TASK BRIEF. Could you please retype all of the entries exactly as they appear?

PROVIDED RECORDS.
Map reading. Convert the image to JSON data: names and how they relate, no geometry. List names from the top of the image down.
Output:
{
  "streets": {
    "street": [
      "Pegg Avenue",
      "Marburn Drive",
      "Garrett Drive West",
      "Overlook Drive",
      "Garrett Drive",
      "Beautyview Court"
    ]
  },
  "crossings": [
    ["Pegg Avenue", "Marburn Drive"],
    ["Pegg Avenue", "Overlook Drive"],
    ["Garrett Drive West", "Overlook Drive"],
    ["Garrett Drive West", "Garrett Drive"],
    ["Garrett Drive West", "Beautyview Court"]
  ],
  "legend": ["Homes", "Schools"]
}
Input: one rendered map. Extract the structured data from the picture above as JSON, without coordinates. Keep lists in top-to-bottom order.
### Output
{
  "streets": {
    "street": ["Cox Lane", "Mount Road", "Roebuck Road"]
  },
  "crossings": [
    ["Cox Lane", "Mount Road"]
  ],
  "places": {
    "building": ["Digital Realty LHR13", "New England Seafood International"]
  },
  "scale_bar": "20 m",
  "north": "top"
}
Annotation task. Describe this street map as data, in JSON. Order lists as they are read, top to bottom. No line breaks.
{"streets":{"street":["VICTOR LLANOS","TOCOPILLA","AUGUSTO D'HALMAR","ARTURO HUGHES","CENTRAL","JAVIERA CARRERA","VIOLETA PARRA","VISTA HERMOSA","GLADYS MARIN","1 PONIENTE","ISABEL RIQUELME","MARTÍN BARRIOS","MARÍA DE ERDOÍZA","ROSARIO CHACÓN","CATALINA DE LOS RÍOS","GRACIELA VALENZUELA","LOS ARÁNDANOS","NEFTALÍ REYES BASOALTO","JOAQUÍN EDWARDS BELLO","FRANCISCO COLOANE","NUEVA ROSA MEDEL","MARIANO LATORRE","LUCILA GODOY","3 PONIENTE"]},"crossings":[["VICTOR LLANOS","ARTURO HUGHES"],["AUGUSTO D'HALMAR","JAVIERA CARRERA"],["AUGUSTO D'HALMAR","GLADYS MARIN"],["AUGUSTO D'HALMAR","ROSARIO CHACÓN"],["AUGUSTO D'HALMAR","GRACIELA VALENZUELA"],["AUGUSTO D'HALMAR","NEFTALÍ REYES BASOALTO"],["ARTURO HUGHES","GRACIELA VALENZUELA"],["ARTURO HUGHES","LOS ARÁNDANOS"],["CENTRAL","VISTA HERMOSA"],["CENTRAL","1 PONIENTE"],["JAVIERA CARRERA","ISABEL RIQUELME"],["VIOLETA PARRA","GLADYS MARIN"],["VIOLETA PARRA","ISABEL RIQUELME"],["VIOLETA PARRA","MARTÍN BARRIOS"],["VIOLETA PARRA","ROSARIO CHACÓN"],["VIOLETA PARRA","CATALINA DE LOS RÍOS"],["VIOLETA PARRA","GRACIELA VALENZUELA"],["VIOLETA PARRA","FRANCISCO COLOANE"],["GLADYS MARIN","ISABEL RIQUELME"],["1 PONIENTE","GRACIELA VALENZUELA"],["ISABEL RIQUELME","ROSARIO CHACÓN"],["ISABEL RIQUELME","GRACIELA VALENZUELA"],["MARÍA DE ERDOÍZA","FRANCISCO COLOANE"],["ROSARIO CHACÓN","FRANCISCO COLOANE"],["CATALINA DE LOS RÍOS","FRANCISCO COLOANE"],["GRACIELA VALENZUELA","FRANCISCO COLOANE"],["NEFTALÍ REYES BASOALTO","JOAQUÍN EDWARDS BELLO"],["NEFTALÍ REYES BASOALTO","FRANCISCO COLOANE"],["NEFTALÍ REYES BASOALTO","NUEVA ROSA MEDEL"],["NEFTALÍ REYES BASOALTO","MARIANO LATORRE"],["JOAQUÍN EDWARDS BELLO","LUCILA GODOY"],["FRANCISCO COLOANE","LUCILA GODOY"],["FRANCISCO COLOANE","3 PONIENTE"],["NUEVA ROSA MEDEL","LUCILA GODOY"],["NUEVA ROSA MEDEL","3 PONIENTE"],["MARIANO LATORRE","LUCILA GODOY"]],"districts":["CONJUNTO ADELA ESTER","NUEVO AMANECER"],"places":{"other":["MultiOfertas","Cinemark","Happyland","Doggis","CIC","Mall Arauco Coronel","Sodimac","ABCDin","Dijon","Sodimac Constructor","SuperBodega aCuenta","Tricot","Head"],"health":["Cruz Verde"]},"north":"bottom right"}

RESPONSE.
Map reading. Convert the image to JSON data: names and how they relate, no geometry. List names from the top of the image down.
Output:
{
  "streets": {
    "street": [
      "Pegg Avenue",
      "Marburn Drive",
      "Garrett Drive West",
      "Overlook Drive",
      "Garrett Drive",
      "Beautyview Court"
    ]
  },
  "crossings": [
    ["Pegg Avenue", "Marburn Drive"],
    ["Pegg Avenue", "Overlook Drive"],
    ["Garrett Drive West", "Overlook Drive"],
    ["Garrett Drive West", "Garrett Drive"],
    ["Garrett Drive West", "Beautyview Court"]
  ],
  "legend": ["Homes", "Schools"]
}
Input: one rendered map. Extract the structured data from the picture above as JSON, without coordinates. Keep lists in top-to-bottom order.
### Output
{
  "streets": {
    "street": ["Cox Lane", "Mount Road", "Roebuck Road"]
  },
  "crossings": [
    ["Cox Lane", "Mount Road"]
  ],
  "places": {
    "building": ["Digital Realty LHR13", "New England Seafood International"]
  },
  "scale_bar": "20 m",
  "north": "top"
}
Annotation task. Describe this street map as data, in JSON. Order lists as they are read, top to bottom. No line breaks.
{"streets":{"street":["VICTOR LLANOS","TOCOPILLA","AUGUSTO D'HALMAR","ARTURO HUGHES","CENTRAL","JAVIERA CARRERA","VIOLETA PARRA","VISTA HERMOSA","GLADYS MARIN","1 PONIENTE","ISABEL RIQUELME","MARTÍN BARRIOS","MARÍA DE ERDOÍZA","ROSARIO CHACÓN","CATALINA DE LOS RÍOS","GRACIELA VALENZUELA","LOS ARÁNDANOS","NEFTALÍ REYES BASOALTO","JOAQUÍN EDWARDS BELLO","FRANCISCO COLOANE","NUEVA ROSA MEDEL","MARIANO LATORRE","LUCILA GODOY","3 PONIENTE"]},"crossings":[["VICTOR LLANOS","ARTURO HUGHES"],["AUGUSTO D'HALMAR","JAVIERA CARRERA"],["AUGUSTO D'HALMAR","GLADYS MARIN"],["AUGUSTO D'HALMAR","ROSARIO CHACÓN"],["AUGUSTO D'HALMAR","GRACIELA VALENZUELA"],["AUGUSTO D'HALMAR","NEFTALÍ REYES BASOALTO"],["ARTURO HUGHES","GRACIELA VALENZUELA"],["ARTURO HUGHES","LOS ARÁNDANOS"],["CENTRAL","VISTA HERMOSA"],["CENTRAL","1 PONIENTE"],["JAVIERA CARRERA","ISABEL RIQUELME"],["VIOLETA PARRA","GLADYS MARIN"],["VIOLETA PARRA","ISABEL RIQUELME"],["VIOLETA PARRA","MARTÍN BARRIOS"],["VIOLETA PARRA","ROSARIO CHACÓN"],["VIOLETA PARRA","CATALINA DE LOS RÍOS"],["VIOLETA PARRA","GRACIELA VALENZUELA"],["VIOLETA PARRA","FRANCISCO COLOANE"],["GLADYS MARIN","ISABEL RIQUELME"],["1 PONIENTE","GRACIELA VALENZUELA"],["ISABEL RIQUELME","ROSARIO CHACÓN"],["ISABEL RIQUELME","GRACIELA VALENZUELA"],["MARÍA DE ERDOÍZA","FRANCISCO COLOANE"],["ROSARIO CHACÓN","FRANCISCO COLOANE"],["CATALINA DE LOS RÍOS","FRANCISCO COLOANE"],["GRACIELA VALENZUELA","FRANCISCO COLOANE"],["NEFTALÍ REYES BASOALTO","JOAQUÍN EDWARDS BELLO"],["NEFTALÍ REYES BASOALTO","FRANCISCO COLOANE"],["NEFTALÍ REYES BASOALTO","NUEVA ROSA MEDEL"],["NEFTALÍ REYES BASOALTO","MARIANO LATORRE"],["JOAQUÍN EDWARDS BELLO","LUCILA GODOY"],["FRANCISCO COLOANE","LUCILA GODOY"],["FRANCISCO COLOANE","3 PONIENTE"],["NUEVA ROSA MEDEL","LUCILA GODOY"],["NUEVA ROSA MEDEL","3 PONIENTE"],["MARIANO LATORRE","LUCILA GODOY"]],"districts":["CONJUNTO ADELA ESTER","NUEVO AMANECER"],"places":{"other":["MultiOfertas","Cinemark","Happyland","Doggis","CIC","Mall Arauco Coronel","Sodimac","ABCDin","Dijon","Sodimac Constructor","SuperBodega aCuenta","Tricot","Head"],"health":["Cruz Verde"]},"north":"bottom right"}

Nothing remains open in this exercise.